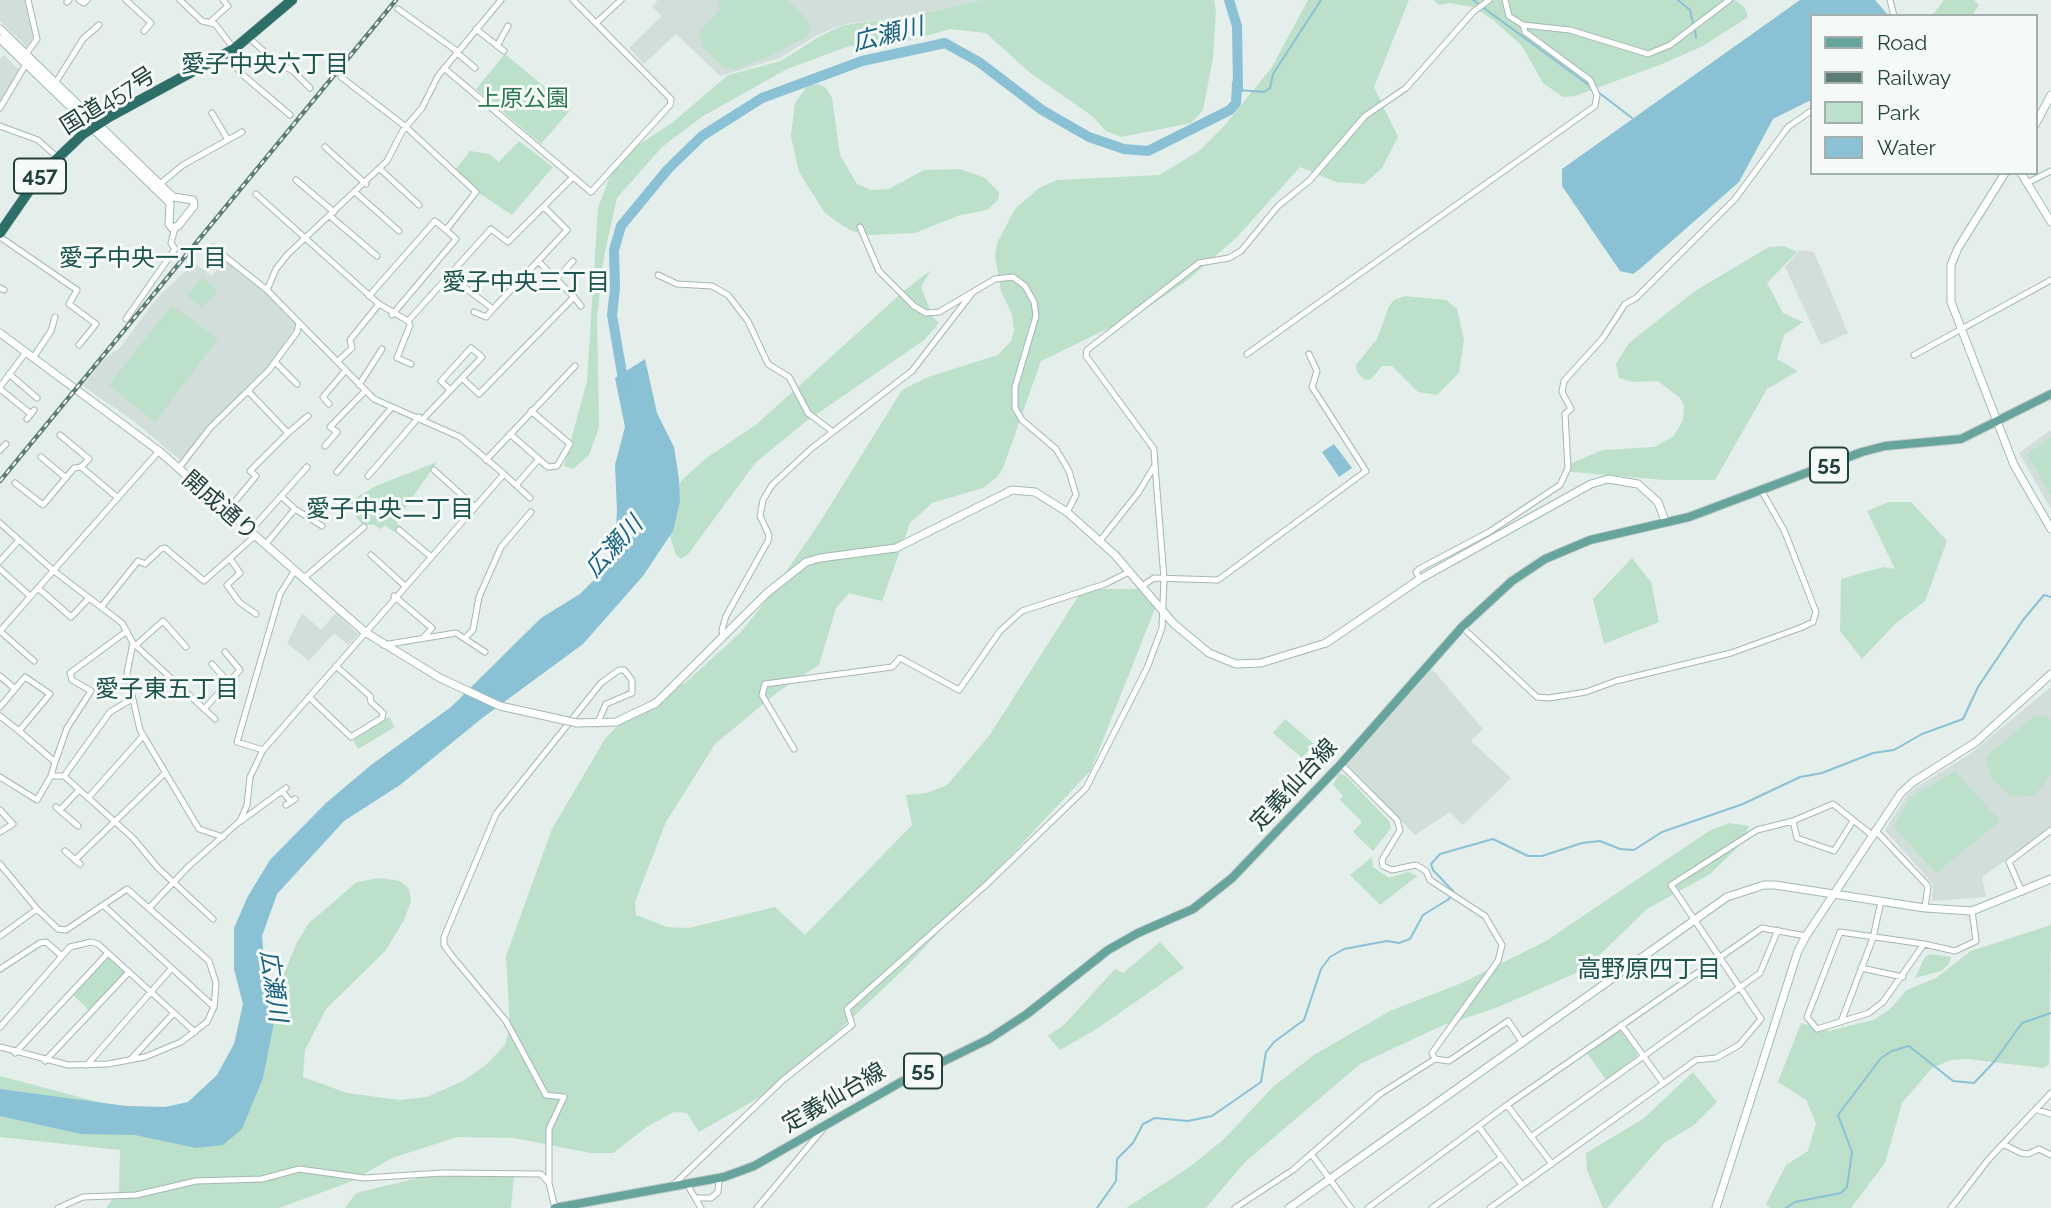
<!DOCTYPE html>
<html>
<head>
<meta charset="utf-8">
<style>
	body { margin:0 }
	#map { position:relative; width:2051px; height:1208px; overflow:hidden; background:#e4eeeb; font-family:Raleway,sans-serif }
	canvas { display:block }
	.legend { position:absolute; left:1810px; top:14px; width:228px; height:161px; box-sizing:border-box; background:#f5faf8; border:2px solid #a1b0ad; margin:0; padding:9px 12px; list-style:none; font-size:21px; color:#22413c }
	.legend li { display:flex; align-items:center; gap:14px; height:35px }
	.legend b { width:35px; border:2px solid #a1b0ad }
</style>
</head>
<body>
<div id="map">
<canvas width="2051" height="1208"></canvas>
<ul class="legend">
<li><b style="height:9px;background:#67a59c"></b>Road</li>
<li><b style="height:9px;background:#5d7c77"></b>Railway</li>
<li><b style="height:19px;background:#bce0ca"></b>Park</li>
<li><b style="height:19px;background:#8ac1d5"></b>Water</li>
</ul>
</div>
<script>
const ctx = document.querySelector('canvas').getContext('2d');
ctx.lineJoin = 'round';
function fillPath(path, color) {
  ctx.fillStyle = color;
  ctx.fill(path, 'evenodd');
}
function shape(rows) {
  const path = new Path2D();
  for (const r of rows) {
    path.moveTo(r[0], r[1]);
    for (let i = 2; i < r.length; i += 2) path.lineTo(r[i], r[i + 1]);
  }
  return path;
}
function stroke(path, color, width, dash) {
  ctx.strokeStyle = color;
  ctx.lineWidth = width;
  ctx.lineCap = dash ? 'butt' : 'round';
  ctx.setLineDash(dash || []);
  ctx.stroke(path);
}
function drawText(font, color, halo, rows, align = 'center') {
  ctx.font = font + ' Raleway,"Noto Sans JP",sans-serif';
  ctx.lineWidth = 6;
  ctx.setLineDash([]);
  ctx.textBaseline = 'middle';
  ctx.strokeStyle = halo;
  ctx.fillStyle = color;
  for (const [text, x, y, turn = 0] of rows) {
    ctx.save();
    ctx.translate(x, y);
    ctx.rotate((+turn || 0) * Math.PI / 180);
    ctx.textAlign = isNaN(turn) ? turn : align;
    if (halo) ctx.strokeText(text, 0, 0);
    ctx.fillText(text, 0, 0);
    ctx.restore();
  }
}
const built = shape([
	[0,0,24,0,33,36,27,47,0,21],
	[658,0,982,0,906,17,845,24,817,35,780,58,720,76,676,34,644,64,629,48,662,16,652,6],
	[4,55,19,70,0,104,0,59],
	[1800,250,1814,252,1848,333,1821,345,1785,267],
	[225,261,266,292,297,324,266,371,213,421,181,461,135,422,83,386,104,359,120,348,157,298,194,263,212,276],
	[2051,430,2051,509,2019,453],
	[302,613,321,630,336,613,358,634,348,645,334,633,309,661,287,643],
	[1432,669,1483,729,1471,741,1511,778,1463,825,1450,812,1415,835,1347,765],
	[2051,687,2051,828,1982,877,1986,897,1932,901,1933,884,1885,830,1907,795,1918,786,1970,754]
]);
const green = shape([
	[718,0,788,0,810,23,808,36,772,55,735,69,723,67,703,47,699,33,720,9],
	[982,0,1214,0,1216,11,1213,58,1203,110,1191,123,1121,137,1106,131,1092,116,1029,72,986,33,950,29,882,48,849,46,787,69,703,116,662,147,617,198,604,256,597,317,599,427,589,455,573,469,564,466,587,381,598,208,611,173,629,151,672,123,728,75,781,61,820,36,844,25,907,17],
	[1308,0,1409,0,1374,87,1398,137,1382,168,1364,184,1336,182,1300,167,1237,237,1189,279,1138,314,1041,361,1003,468,997,477,983,488,932,503,910,523,882,601,849,593,836,608,819,665,779,691,715,744,666,822,635,902,636,915,667,927,689,928,775,907,805,935,912,825,906,795,927,793,947,785,989,736,1083,589,1138,589,1158,601,1091,770,904,969,781,1085,699,1132,687,1113,674,1112,648,1126,613,1153,590,1153,514,1138,457,1137,392,1158,350,1182,279,1208,106,1208,119,1191,120,1150,0,1137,0,1076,132,1111,182,1112,225,1076,268,1014,296,944,309,923,357,882,379,878,400,881,409,889,411,901,404,920,386,950,326,1009,305,1050,303,1077,347,1093,400,1100,427,1097,463,1081,487,1064,505,1045,510,1026,506,956,552,829,605,739,622,721,647,703,685,683,740,633,768,598,820,522,902,390,928,377,998,355,1011,341,1014,331,1012,314,1001,291,995,256,997,243,1015,209,1039,188,1057,180,1159,175,1199,151,1226,124,1272,67],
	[1434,0,1735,0,1745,8,1748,17,1703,46,1662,64,1575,96,1563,97,1543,83,1522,46,1492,19,1473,7,1450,3,1439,5],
	[1944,0,1974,0,1979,5,1972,16,1932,16],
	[505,54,571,109,541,144,476,89],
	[818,84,826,88,832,98,840,155,857,184,871,190,889,189,924,170,960,169,985,178,999,192,998,200,987,210,960,215,915,233,868,235,852,231,839,223,825,213,799,172,791,136,795,103,807,86],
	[519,141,553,167,512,215,479,193,455,170,470,151,489,154,499,162],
	[1784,246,1797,252,1767,283,1783,313,1803,322,1784,335,1777,359,1798,371,1767,389,1715,480,1664,480,1562,471,1567,465,1603,450,1654,447,1674,436,1683,420,1684,406,1680,398,1658,381,1633,382,1619,378,1616,364,1629,343,1695,291,1769,247],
	[930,271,921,287,933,317,939,323,924,340,804,423,756,462,689,553,681,559,676,555,667,527,668,505,682,480,705,459,757,424,906,289],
	[203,277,218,291,202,308,187,295],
	[1405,296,1446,300,1457,309,1464,340,1459,373,1437,395,1418,392,1392,366,1382,366,1371,379,1365,380,1357,372,1356,365,1377,339,1389,306,1394,300],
	[172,305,218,339,155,422,109,385],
	[2051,438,2051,495,2027,454],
	[437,462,396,521,400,527,395,532,385,526,380,529,375,525,362,524,345,504,376,486],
	[1889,502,1911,502,1947,541,1925,601,1895,624,1862,659,1840,631,1841,579,1883,567,1895,569,1867,511],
	[1632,558,1651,582,1659,622,1604,644,1593,599],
	[2044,715,2051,720,2051,775,2034,796,2011,797,1990,777,1986,757,2033,717],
	[389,717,395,727,358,749,353,740],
	[1285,719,1314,744,1302,758,1273,733],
	[1955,771,2000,821,1936,873,1894,827,1910,798],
	[1339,774,1345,775,1389,821,1391,828,1373,851,1353,832,1362,822,1340,800,1343,796,1333,785],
	[1729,823,1749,826,1741,844,1710,874,1647,909,1585,969,1496,1008,1441,1026,1360,1064,1245,1162,1206,1208,1126,1208,1191,1166,1224,1139,1274,1086,1314,1055,1390,1011,1464,982,1546,941,1709,831],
	[1372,857,1373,867,1389,878,1408,872,1417,876,1380,905,1350,875],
	[2051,925,2049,1065,2043,1068,1968,1059,1950,1060,1931,1069,1902,1103,1885,1163,1851,1208,1770,1208,1766,1204,1786,1165,1808,1151,1816,1123,1806,1100,1778,1082,1801,1023,1829,1031,1873,1020,1889,1010,1907,990,1936,978,1971,951],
	[1160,942,1184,968,1095,1030,1060,1050,1048,1036,1065,1024,1115,969,1123,973],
	[1931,954,1951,957,1949,964,1941,971,1915,978,1925,957],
	[107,956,125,973,90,1011,72,994],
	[1618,1031,1622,1032,1637,1054,1636,1058,1606,1080,1587,1053],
	[1693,1072,1717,1102,1694,1125,1664,1143,1607,1208,1603,1208,1587,1170,1586,1153,1643,1119],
	[514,1176,511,1208,345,1208,356,1193,422,1177]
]);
const water = shape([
	[1800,0,1875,0,1889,16,1811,16,1811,100,1773,119,1739,182,1641,268,1633,274,1620,271,1562,186,1562,169],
	[645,359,657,413,674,447,679,479,680,501,673,531,643,576,583,644,481,719,400,785,344,821,277,894,262,936,267,1003,274,1022,263,1078,242,1129,223,1145,196,1148,135,1135,81,1134,0,1116,0,1089,126,1106,165,1107,188,1102,217,1075,234,1044,243,1004,234,969,234,928,248,896,270,860,326,803,371,765,451,707,541,618,580,594,614,560,617,511,615,465,625,427,615,378],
	[1334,444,1352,468,1339,477,1322,452]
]);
const stream = shape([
	[1473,0,1590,86],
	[1678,0,1690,10,1693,23],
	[1695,29,1696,38],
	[1238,90,1264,92,1270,88,1273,74,1321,0],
	[1598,92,1632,118],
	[1097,1208,1116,1181,1117,1159,1133,1143,1143,1124,1155,1118,1188,1121,1212,1116,1261,1082,1266,1052,1274,1042,1304,1020,1321,969,1330,957,1344,949,1387,941,1399,943,1410,939,1423,915,1449,899,1453,891,1433,870,1431,864,1440,854,1493,839,1528,856,1542,856,1582,843,1600,841,1620,849,1634,850,1662,832,1743,804,1800,777,1822,773,1873,753,1894,750,1922,734,1963,719,1978,687,2023,620,2044,595,2051,597],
	[1786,1208,1795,1202,1841,1193,1847,1187,1852,1152,1838,1115,1881,1058,1892,1051,1909,1046,1953,1081,1974,1083,1994,1062,2022,1023,2051,1013]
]);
const river = shape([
	[1229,0,1237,26,1238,86],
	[624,385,612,315,615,288,614,250,621,226,668,169,702,136,762,98,862,61,945,43,979,62,1042,110,1089,137,1124,149,1148,151,1230,110,1236,103,1237,83,1238,90]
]);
const street = shape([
	[79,0,84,3,87,0],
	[126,0,151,23,144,31],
	[180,0,202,21,215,24,234,49],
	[1505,0,1509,16,1523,25,1570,30,1648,54,1670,45,1729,0],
	[1890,0,1894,16],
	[67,2,69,0],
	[398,9,457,51],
	[211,21,228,6,223,0],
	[596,23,621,0],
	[476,29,504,51],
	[249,38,275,61,293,71,310,88],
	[497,46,508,26],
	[456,52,475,68],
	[26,54,37,39,28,0],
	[225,55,244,76,290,115],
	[444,68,591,192,670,105,671,99,573,0],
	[341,77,406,127,476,192,446,230],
	[56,82,83,39,99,25],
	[0,108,26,64],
	[212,113,228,140],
	[0,126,38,140,57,157],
	[325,147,366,184],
	[380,169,419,205],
	[296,180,334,212],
	[2027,183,2051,171],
	[160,184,183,165,242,132],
	[356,193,399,231],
	[256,194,379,304,408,321,491,229,508,242,573,177],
	[330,216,377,256],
	[860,227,879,271,914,306,926,313,939,312,995,279,1013,277,1025,286,1034,302,1036,316,1015,387,1015,408,1022,420,1056,449,1069,471,1076,495,1067,512],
	[0,237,77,290,69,304,96,324,79,345],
	[213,247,267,290],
	[658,275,677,284,712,286,728,295,748,321,768,364,789,377,808,413,833,432],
	[450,276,493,309,538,261],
	[557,279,573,261],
	[0,288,4,290],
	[369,296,435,221,446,230,456,239,392,315],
	[574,297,581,306],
	[474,312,486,317,493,309],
	[126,319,175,249,171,243,175,228],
	[408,321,410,325,397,358,411,364],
	[1247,354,1595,106,1597,95,1590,80,1525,32,1523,25],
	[1914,355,2051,280],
	[33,358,51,331,55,317],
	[338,361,352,348,350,340,379,304],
	[275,362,297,384],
	[9,374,37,398],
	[359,385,382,349],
	[0,387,26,352],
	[0,389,31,414],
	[450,390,441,381,471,348,482,357,462,378],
	[329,404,323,397,345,371],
	[27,419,34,410],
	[423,419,462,378,479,394,574,297,538,261,567,230,545,208],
	[288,433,308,416],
	[510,434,548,467,557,466,570,444,531,411],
	[60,435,89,459,81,467,118,498],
	[325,446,337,432,330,427,365,391],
	[0,450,6,444],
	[41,457,66,478],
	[486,460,575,366],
	[178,469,210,428,269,370,297,332,299,323],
	[434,470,475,507],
	[337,472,392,407],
	[504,474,530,498],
	[368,476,419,417],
	[15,483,43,505,74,468,81,467],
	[516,485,539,459],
	[281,496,295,509],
	[227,511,256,476,250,471,288,433,248,391],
	[0,523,54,571,122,623,133,643,127,673,140,730,199,829,223,837],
	[399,530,430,556],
	[250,531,307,467],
	[1099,542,1138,493,1155,465,1154,449,1086,356,1087,350,1199,263,1229,258,1241,251,1278,206,1309,181,1365,116,1406,88,1473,12,1489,0],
	[265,545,295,509,322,526],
	[371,555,404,585],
	[231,560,240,573,227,585,239,602,256,614],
	[0,561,19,540],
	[0,569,30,596],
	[295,570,280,594,237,742,263,750,504,474,460,437,374,399,267,290,276,269,288,254,387,161,403,130,422,108,438,76,501,0],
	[304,578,364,527],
	[1420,579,1416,572,1419,569,1489,532,1560,485,1568,468,1565,414,1571,409,1562,392,1564,381,1603,338,1625,304,1636,298,1735,199,1788,127,1811,111],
	[1142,586,1154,578,1218,580,1366,471,1312,387,1317,371,1309,354],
	[38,588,71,617,89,598],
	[394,596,432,628,425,636],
	[102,606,138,561,145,564,161,549,165,548,204,581,255,536],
	[1462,627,1537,697,1549,698,1586,692,1616,681,1731,653,1800,628,1813,622,1816,612,1784,530,1761,490],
	[0,631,159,451],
	[0,631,34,661],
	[723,637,722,630,726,616,768,541,769,535,760,516,763,500,772,485,812,448,912,371,973,292],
	[465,638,473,630,479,597,501,547,531,512],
	[133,643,215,719],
	[136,645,163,621,186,647],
	[383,645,456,633,485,652],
	[212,664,229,683],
	[0,676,15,689],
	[309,697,351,737,382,718,383,713,371,702,370,696,336,666],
	[0,707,25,677,50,694,19,731,0,716],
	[204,709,240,670,225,652],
	[19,731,55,762,51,776],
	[794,749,762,695,765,684,892,667,900,658,959,690,1000,631,1022,611,1105,584,1129,572],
	[55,762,67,728,91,691,72,680,70,673,127,631],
	[1341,764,1397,820,1400,830,1382,860,1383,866,1392,870,1416,865,1426,871,1430,880,1485,916,1502,945,1498,961,1432,1053,1435,1059],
	[64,776,133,838,158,868,213,919],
	[0,777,37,800,51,776,64,776,110,712,132,699],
	[282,791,291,802],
	[88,798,143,736],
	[286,805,295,799],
	[56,807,78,826],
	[0,810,13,824,0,832],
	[60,810,79,790],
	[241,821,286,788],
	[1793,821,1797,838,1834,851,1853,821],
	[1875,830,1928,886,1925,908],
	[65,851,80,864],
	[75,860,165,773],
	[0,864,37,909,58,929,66,930,127,889,209,961,216,983,214,1007,207,1022,181,1042,145,1057,108,1064,68,1065,0,1047],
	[2022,892,2009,862,2051,830],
	[103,905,214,1007],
	[149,908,189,866,240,821,247,805,250,777,263,750],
	[0,936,37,909],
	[1924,944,1883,1002,1869,1013,1817,1029,1807,1017,1840,932,1924,944,1955,951,1976,941,1972,911],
	[1861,968,1903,977],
	[0,969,40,943,46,942,62,956],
	[1841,1022,1873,938,1881,901],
	[1621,1025,1663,1083],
	[0,1027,70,947,91,942,98,944,195,1032],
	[15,1053,108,953],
	[131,1059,174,1013],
	[45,1061,129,972],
	[87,1065,171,969],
	[1507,1105,1552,1164],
	[2038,1110,2051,1114],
	[1479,1127,1522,1185],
	[1532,1136,1760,973,1778,930],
	[2003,1144,2021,1153,2028,1154,2039,1149,2051,1155],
	[1312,1155,1351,1208],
	[687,1184,701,1208],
	[672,1186,783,1080,852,1025,847,1009,987,884,1086,788,1147,668,1162,628,1164,578,1155,465],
	[696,1198,711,1198,718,1192,719,1178],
	[58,1208,83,1197,136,1195,196,1181,262,1179,299,1169,364,1178,442,1173,541,1174,549,1183],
	[555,1208,549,1183,549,1129,564,1097,546,1095,506,1021,452,956,444,945,444,937,496,814,601,683,619,670,624,670,632,680,632,693,606,704,597,724],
	[757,1208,823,1129],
	[1235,1208,1293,1170,1380,1094,1435,1059,1449,1061,1508,1021,1523,1043],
	[1368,1208,1507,1105,1762,928,1806,936],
	[1432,1208,1501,1158],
	[1490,1208,1696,1060,1716,1058,1739,1045,1761,1019,1671,885,1757,830,1793,821,1833,804,1872,835],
	[1951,1208,1988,1160,2051,1093]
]);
const secondary = shape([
	[0,29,173,197,193,200,194,206,178,226,172,228,169,224,170,203,0,39],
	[2035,125,2051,95],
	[2005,173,1958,248,1951,265,1951,302,2014,465,2051,529],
	[2021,173,2051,222],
	[0,333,159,451,365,632,440,678],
	[577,723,616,722,656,703,767,593,806,562,820,558,896,548,1012,490,1035,492,1067,512,1115,555,1174,624,1209,653,1236,664,1261,663,1326,643,1420,579,1591,484,1608,479,1638,484,1658,502,1665,521],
	[1289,1208,1727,897,1764,885,1775,885,1925,908,1972,911,2051,879],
	[1716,1208,1798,951,1806,936,1901,793,1913,782,1976,742,2051,674]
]);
const primary = shape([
	[555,1208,724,1177,754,1166,901,1082,989,1039,1027,1014,1108,950,1138,933,1193,909,1232,878,1341,764,1462,627,1512,581,1545,559,1590,540,1689,517,1862,452,1885,446,1961,439,2051,394]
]);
const highway = shape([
	[0,233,40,175,83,134,109,117,234,49,292,0]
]);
const rail = shape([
	[0,481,396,0]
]);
const secondaryBridge = shape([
	[440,678,500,706,577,723]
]);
const shields = [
	[40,176,52],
	[1829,465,38],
	[923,1071,38]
];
const shieldNames = [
	["457",40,176],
	["55",1829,465],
	["55",923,1071]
];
const parkNames = [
	["上原公園",523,99]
];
const streetNames = [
	["国道457号",108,101,-32],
	["開成通り",220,506,41],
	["定義仙台線",1294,785,-47],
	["定義仙台線",834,1098,-30]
];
const waterNames = [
	["広瀬川",888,35,-14],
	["広瀬川",614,547,-48],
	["広瀬川",273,986,82]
];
const neighbourhoodNames = [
	["愛子中央六丁目",265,65],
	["愛子中央一丁目",143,259],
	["愛子中央三丁目",526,283],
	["愛子中央二丁目",390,510],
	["愛子東五丁目",167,690],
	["高野原四丁目",1649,970]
];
fillPath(built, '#d2deda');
fillPath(green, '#bce0ca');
fillPath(water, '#8ac1d5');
stroke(stream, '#8ac1d5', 2);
stroke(river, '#8ac1d5', 10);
stroke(street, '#a6b7b3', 7);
stroke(secondary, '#a2bab4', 9);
stroke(primary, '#c1cac8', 10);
stroke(highway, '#c1cac8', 11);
stroke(street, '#fff', 5);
stroke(secondary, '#fff', 7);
stroke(primary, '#67a59c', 8);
stroke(highway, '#2d6e68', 10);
stroke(rail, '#5d7c77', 4.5);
stroke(rail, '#f5faf8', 2, [5]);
stroke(secondaryBridge, '#a2bab4', 9, []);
stroke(secondaryBridge, '#fff', 7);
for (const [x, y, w] of shields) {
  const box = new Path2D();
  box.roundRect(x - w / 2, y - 17.5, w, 35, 5);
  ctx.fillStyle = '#f5faf8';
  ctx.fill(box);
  stroke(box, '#22413c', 2);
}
drawText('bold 21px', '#22413c', null, shieldNames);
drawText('23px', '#2b7952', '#f5faf8', parkNames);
drawText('23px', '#22413c', '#f5faf8', streetNames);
drawText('italic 24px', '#1a637f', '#f5faf8', waterNames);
drawText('24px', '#1d544d', '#f5faf8', neighbourhoodNames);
</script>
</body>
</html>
* * * * * * * * *
Brief:
Here, the lines to copy run from the one containing "ctx.fill(box);" to the final line of the listing; copy them exactly and nothing else.

Exercise solution:
  ctx.fill(box);
  stroke(box, '#22413c', 2);
}
drawText('bold 21px', '#22413c', null, shieldNames);
drawText('23px', '#2b7952', '#f5faf8', parkNames);
drawText('23px', '#22413c', '#f5faf8', streetNames);
drawText('italic 24px', '#1a637f', '#f5faf8', waterNames);
drawText('24px', '#1d544d', '#f5faf8', neighbourhoodNames);
</script>
</body>
</html>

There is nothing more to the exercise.